Selective laser sintering (SLS) is a promising technology in polymer additive manufacturing (AM). It enables the selective melting and solidification of powders using a laser based on computer-aided design (CAD) data and production of three-dimensional prototypes or parts in a layer-by-layer sintering manner. SLS technology is increasingly used for the fabrication of complex structural components in many manufacturing areas owing to its short manufacturing cycle time, high geometric freedom, and possibility of low-cost customization. Polyetheretherketone (PEEK) is a semi-crystalline polymer with high-temperature resistance and excellent mechanical properties; therefore, researchers have been experimenting with its use in SLS technology to meet the demands of complex structural components designed to function in harsh environments. However, the high melting point and viscosity of polyetheretherketone cause significant equipment requirements; accordingly, only low-density parts can be manufactured using this material. Recently, the developments in PEEK for SLS technology and high-temperature laser sintering equipment have solved this problem, allowing to produce reliable parts. The tendency to form defects in SLS-prepared parts is an inherent feature of this technology, which can have a negative impact on the mechanical properties of the produced part. Therefore, studying the relationship between the porosity and processing parameters is a popular topic. Despite the importance of the mechanical properties of sintered materials, one of the research gaps that remains to be investigated is the lack of quantitative characterization of defects in laser-sintered PEEK. Accordingly, previous research has only focused on analyzing the microstructure of a small number of samples to improve the processing parameters. In this study, an attempt to address this issue is made by analyzing the microcomputed tomography (Micro-CT) results of sintered PEEK components. The main causes of defect formation during SLS forming are also explored, and the impact on the mechanical properties is analyzed. Consequently, an important theoretical and experimental basis for further in-depth research and practical engineering applications of this material is provided.

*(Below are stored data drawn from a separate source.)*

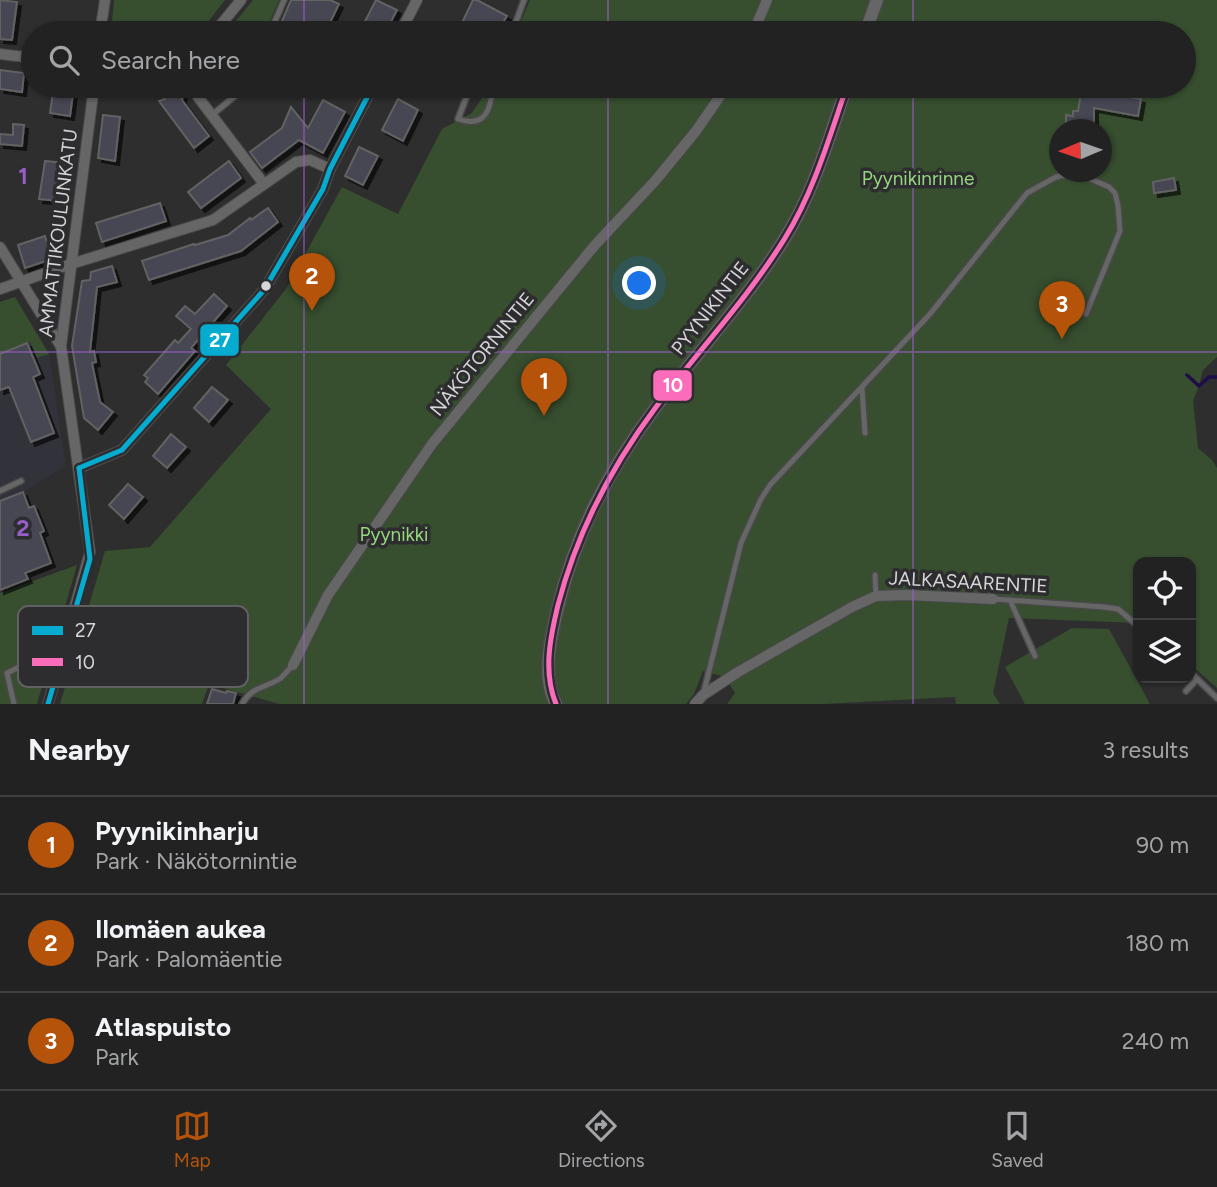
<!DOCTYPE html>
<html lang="en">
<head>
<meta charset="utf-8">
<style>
	:root { --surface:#222223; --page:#2e2f30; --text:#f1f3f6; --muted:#a2a4a6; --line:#3f3f41; --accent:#b45309 }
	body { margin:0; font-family:Figtree,sans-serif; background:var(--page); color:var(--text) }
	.controls { position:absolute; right:21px; bottom:21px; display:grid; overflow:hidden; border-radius:14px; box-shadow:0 2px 5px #0004 }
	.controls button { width:63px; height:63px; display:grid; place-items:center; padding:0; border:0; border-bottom:2px solid var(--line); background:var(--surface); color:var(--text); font:35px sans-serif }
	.compass { position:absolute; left:1049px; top:119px; width:63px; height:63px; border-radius:50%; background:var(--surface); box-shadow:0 2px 5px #0004; rotate:268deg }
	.you { position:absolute; left:640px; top:284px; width:24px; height:24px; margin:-18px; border:5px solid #fff; border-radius:50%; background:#1a73e8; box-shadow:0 0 0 10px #1a73e833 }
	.badge { display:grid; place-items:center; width:46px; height:46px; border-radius:50%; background:var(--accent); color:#fff; font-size:23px; font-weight:700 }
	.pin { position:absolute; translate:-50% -58px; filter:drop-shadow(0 2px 4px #0008) }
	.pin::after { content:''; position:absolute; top:37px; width:24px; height:21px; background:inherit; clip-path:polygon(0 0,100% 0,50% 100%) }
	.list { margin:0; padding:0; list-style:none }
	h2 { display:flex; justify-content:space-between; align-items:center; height:91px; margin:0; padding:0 28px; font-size:30px }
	h2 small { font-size:23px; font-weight:400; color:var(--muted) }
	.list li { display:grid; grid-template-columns:46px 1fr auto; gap:21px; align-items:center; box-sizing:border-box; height:98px; padding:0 28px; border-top:2px solid var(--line) }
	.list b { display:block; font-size:26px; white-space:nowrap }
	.list p { margin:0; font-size:23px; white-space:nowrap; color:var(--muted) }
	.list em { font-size:23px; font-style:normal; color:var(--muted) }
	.icon { flex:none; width:38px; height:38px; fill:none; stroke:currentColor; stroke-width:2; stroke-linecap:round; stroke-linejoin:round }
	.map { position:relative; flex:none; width:1217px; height:704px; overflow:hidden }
	.search { position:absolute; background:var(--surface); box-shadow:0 2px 5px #0004; left:21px; right:21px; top:21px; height:77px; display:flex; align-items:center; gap:18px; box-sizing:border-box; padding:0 24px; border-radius:38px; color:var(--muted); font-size:26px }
	.sheet { height:385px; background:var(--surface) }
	nav { display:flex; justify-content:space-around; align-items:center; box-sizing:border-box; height:98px; border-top:2px solid var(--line); background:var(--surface); font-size:19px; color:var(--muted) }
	nav a { display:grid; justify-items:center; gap:4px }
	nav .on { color:var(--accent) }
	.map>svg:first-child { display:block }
</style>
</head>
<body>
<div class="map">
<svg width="1217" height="704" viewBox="0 0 1217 704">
	<defs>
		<filter id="shadow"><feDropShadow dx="4" dy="4" stdDeviation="0" flood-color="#0009"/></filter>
	</defs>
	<rect width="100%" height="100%" fill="#2e2e2f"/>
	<path fill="#32323a" d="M15,297L49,354L66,466L23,492L0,501V302Z"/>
	<g fill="#374e2f" fill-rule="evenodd">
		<path d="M114,0H225L204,27L201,33H111Z"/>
		<path d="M253,0H279L265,33H226Z"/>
		<path d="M530,0H1217V357L1203,370L1199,386L1193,401L1198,448L1212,460L1217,468V688L1191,665V562H1138V623L1009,618L993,693L1000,704H956L955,697L823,704H727L735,693L725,677L703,671L694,694L686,704H279L209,684L202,704H60L105,551L150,547L271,409L226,365L286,289L342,187L398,214L442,129L472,113L490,86H1184V33H516ZM1060,130H1102V172H1060Z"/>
		<path d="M15,297L49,354L37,358L30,342L0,354V302Z"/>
		<path d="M77,565L37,704H0V593Z"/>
		<path d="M1072,628L1109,629L1150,704H1025L1005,667Z"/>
	</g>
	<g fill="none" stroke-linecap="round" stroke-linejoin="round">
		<path stroke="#1e0d48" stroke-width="3.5" d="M1187,375L1199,386L1209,377H1217"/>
	</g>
	<g fill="#474653" stroke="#626263" stroke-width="2" filter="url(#shadow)">
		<path d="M0,0L17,2L12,40L0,39Z"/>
		<path d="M291,0H330L339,4L325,33H277Z"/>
		<path d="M376,0L397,10L385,33H359Z"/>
		<path d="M473,0H477L507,16L501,26L493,22L487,33H457Z"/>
		<path d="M0,70L24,73L22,92L0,89Z"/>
		<path d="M54,86H74L70,116L50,113Z"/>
		<path d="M167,86H184L182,100L209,136L194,148L159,101L165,99Z"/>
		<path d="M1082,88L1141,99L1138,116L1094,108V130H1066V115L1073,116V111H1078Z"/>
		<path d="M398,99L418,110L403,141L382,130Z"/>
		<path d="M323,100L345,112L323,153L299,140L262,168L250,152L282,128L291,107L308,128Z"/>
		<path d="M103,115L120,117L115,161L98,158Z"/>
		<path d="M13,124L24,125L22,146L0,144V134L13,135Z"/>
		<path d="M359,147L378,156L363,185L345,176Z"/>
		<path d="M45,161L64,163L59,201L39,199Z"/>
		<path d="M229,161L241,178L201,208L188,192Z"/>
		<path d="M1174,178L1176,190L1154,193L1153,182Z"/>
		<path d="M160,203L166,221L102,242L96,223Z"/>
		<path d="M268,208L278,222L241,251L149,280L142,261L194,244L195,245L228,235L250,218L251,220Z"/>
		<path d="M45,236L52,259L25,268L18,245Z"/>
		<path d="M112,266L117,282L97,287L90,352L94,351L96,362L92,363L100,402L113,412L98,430L84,418L72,346L82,281L90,280L91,272Z"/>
		<path d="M214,294L227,306L191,348L195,351L158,394L145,382L148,378L144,375L175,340L178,343L191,329L176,316L185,306L195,314Z"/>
		<path d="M27,343L40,374L33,377L54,433L31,442L9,387L0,390V354Z"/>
		<path d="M212,387L228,400L209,422L194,408Z"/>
		<path d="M171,434L186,447L167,468L153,456Z"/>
		<path d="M128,484L143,497L124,519L109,505Z"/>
		<path d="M23,492L29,508L34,506L44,531L40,533L51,563L25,573L28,579L0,590V501Z"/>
		<path d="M212,689L226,693L227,691L236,693L233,704H207Z"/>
	</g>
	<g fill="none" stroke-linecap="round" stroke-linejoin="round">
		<defs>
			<g id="service">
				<path d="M270,33L284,0"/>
				<path d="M512,33L524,0"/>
				<path d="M474,86L468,93L458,119C486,129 491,108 493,86"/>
				<path d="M212,115L247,86"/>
				<path d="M862,388L865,433"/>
				<path d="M0,491L21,481"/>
				<path d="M875,575L876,596"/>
				<path d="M994,599L1104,607L1118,609L1138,626"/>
				<path d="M1010,600L1035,656"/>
				<path d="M1191,673L1217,698"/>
				<path d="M1186,691L1197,679"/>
				<path d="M703,695L741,543L761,499L770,485L930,314L1027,193L1056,177L1069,174L1084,176L1109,187L1115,193L1118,206L1120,231L1086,314"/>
				<path d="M14,704L7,673L54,650L63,651"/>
				<path d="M242,704C252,686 266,688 281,678C285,674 289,669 293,665"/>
			</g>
			<g id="minor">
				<path d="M100,33L105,0"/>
				<path d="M214,33L241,0"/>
				<path d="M400,33L417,0"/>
				<path d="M753,33L767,0"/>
				<path d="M0,54L33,58"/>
				<path d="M198,86V97L264,184"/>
				<path d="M0,247L60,345"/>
				<path d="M0,289L71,264L213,220L296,162L310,160L330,169"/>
				<path d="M79,468L122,450L264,290L323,189L330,169L373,86"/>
				<path d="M293,665L328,595L432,444L595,245L655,181L696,131L727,86"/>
				<path d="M48,704L90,552L61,346L94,86"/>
				<path d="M695,704L703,695L738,672L852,607L876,596L906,595L993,599"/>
			</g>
			<g id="tertiary">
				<path d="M865,33L877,0"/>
				<path d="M556,704C542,678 550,642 556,615C574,536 607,472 656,407C699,350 748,298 785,238C814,192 829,137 847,86"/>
			</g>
		</defs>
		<use href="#service" stroke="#49494a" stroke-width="8"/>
		<use href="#minor" stroke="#49494a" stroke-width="12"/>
		<use href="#tertiary" stroke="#49494a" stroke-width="15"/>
		<use href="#service" stroke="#666667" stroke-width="5"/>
		<use href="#minor" stroke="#666667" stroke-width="10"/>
		<use href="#tertiary" stroke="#666667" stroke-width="12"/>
		<defs>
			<g id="bus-1">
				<path d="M79,468L122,450L264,290L323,189L330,169L373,86"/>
				<path d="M48,704L90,559L79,468"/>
			</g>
			<path id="bus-2" d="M556,704C543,672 550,638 558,605C577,532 611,467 656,407C699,350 748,298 785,238C814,191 829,138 847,86"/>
		</defs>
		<use href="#bus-1" stroke="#2d2d30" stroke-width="10"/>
		<use href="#bus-2" stroke="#2d2d30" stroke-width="10"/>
		<use href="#bus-1" stroke="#06acd0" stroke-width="5"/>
		<use href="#bus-2" stroke="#fb6dba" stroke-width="5"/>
	</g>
	<path fill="none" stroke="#965fc6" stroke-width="2" stroke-opacity="0.55" d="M304,0V33M608,0V33M913,0V33M304,86V704M608,86V704M913,86V704M0,352H1217"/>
	<circle fill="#d6d6d8" stroke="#2d2d30" stroke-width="2.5" cx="266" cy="286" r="6"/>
	<g text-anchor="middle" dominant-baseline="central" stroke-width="7" stroke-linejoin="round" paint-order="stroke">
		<g font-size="19" fill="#94d77d" stroke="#2d2d30">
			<text x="918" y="178">Pyynikinrinne</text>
			<text x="394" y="534">Pyynikki</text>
		</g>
		<g font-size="19" fill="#d6d6d8" stroke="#2d2d30">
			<text transform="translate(58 233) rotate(-83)">AMMATTIKOULUNKATU</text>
			<text transform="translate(710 308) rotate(-52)">PYYNIKINTIE</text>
			<text transform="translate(482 354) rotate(-51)">NÄKÖTORNINTIE</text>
			<text transform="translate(968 582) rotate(3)">JALKASAARENTIE</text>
		</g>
	</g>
	<rect x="18" y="606" width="230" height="81" rx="10" fill="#2d2d30" stroke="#606062" stroke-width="2"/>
	<rect x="32" y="626" width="31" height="9" fill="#06acd0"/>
	<rect x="32" y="658" width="31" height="8" fill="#fb6dba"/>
	<g font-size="19" fill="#d6d6d8">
		<text x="75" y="637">27</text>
		<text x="75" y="669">10</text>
	</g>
	<g font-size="23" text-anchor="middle" font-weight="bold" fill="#965fc6" stroke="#2d2d30" stroke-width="7" stroke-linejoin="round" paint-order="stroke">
		<text x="23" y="184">1</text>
		<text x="23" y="536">2</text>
	</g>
	<g stroke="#2d2d30" stroke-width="2.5">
		<rect x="199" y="323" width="41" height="34" rx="7" fill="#06acd0"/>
		<rect x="652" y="369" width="41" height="33" rx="7" fill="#fb6dba"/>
	</g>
	<g font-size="19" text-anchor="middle" font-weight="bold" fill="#fff">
		<text x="220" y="347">27</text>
		<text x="673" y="392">10</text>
	</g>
</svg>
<div class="controls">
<button><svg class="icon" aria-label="locate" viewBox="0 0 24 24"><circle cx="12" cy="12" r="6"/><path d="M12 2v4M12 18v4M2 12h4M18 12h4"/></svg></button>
<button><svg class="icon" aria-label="layers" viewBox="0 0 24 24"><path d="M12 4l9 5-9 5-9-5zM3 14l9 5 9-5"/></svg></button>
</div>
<svg class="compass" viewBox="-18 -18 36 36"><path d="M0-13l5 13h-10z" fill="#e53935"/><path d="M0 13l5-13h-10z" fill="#a2a4a6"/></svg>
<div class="you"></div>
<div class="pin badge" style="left:544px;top:416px">1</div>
<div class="pin badge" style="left:312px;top:311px">2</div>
<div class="pin badge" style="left:1062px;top:339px">3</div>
<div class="search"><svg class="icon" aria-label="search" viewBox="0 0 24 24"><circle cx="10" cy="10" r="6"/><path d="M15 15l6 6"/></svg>Search here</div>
</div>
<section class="sheet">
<h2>Nearby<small>3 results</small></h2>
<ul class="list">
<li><span class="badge">1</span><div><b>Pyynikinharju</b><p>Park · Näkötornintie</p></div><em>90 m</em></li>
<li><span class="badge">2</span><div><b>Ilomäen aukea</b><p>Park · Palomäentie</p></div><em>180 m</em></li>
<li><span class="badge">3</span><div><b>Atlaspuisto</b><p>Park</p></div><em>240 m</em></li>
</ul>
</section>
<nav>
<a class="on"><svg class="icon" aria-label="map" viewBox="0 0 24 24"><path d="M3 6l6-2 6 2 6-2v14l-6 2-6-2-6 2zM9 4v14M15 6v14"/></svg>Map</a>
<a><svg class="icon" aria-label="directions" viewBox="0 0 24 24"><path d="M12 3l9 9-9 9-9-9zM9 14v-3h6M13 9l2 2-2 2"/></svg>Directions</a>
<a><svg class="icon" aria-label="saved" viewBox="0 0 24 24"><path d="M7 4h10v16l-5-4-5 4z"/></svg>Saved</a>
</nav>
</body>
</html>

This study evaluated the microstructure and mechanical properties of PEEK parts prepared using the SLS technology and compared them to those of parts produced by injection molding (IM). The test samples were manufactured by a high-temperature laser sintering system and PEEK HP3 powder from EOS, Germany. The IM parts were cut from the PEEK injection-molded sheets using the computer numerical control (CNC) process. After that, microstructural characterization was conducted using optical microscopy (OM), scanning electron microscopy (SEM), and Micro-CT to evaluate the PEEK samples. The mechanical properties were determined using a universal material-testing machine. The tensile strength, elongation, and elastic modulus of each sample were measured. Furthermore, the thermophysical properties related to the material properties were determined. Finally, the differences in the mechanical properties between the samples manufactured by the two manufacturing methods were compared, and the causes of the phenomena were determined based on the microstructural results.

The test results show that SLS PEEK has slightly lower tensile and flexural strengths and significantly poorer elongation at break but exhibits a higher modulus of elasticity and temperature resistance than the IM PEEK specimens (Figs. 5 and 6). The Micro-CT results show that defects can be classified into three categories based on their characteristics, namely, small, dense pores, band boundary defects, and large hemispherical defects (Fig. 7). Both pore and hemispherical defects contribute significantly to the overall porosity (Fig. 11), whereas only the number of hemispherical defects increases significantly when the porosity increases (Fig. 12). The defects in the SLS PEEK are mainly due to inadequate melt flow, uneven regional temperatures, and insufficient energy (Fig. 13). Accordingly, the defects that arise during SLS formation are the primary cause of low ductility. In addition, the long holding phase in the forming process causes the SLS PEEK to have a high crystallinity value (Table 1), which, while increasing the modulus of elasticity, also makes the material more sensitive to defects and accelerates its premature failure.

High-performance PEEK samples were successfully prepared using SLS technology. The internal microstructure and defects of PEEK were studied, and the reasons behind its mechanical characteristics were explained. Compared with the traditional IM PEEK sample, the PEEK formed by SLS exhibited slightly lower tensile and bending strengths compared to the IM sample but with a higher elastic modulus. However, its ductility was significantly poor, resulting in a failure occurring in the elastic deformation zone. The crystallinity of the SLS PEEK sample was higher than that of the IM PEEK sample, which exhibited better temperature resistance. The Micro-CT results showed that the PEEK formed by SLS exhibited a global distribution of porosity defects, strip boundary defects on the sides, and large hemispherical defects inside. By examining the morphology of the defects under the scanning electron microscope, it was observed that the formation of defects was mainly related to poor fluidity caused by the irregular powder, insufficient energy, and uneven temperature distribution of the powder bed. The research shows that defects have obvious influence on the mechanical properties of PEEK formed by SLS. The main reason for this is that large hemispherical defects easily become stress concentration points, resulting in a macroscopic performance such that the mechanical properties deviate significantly and premature failure occurs.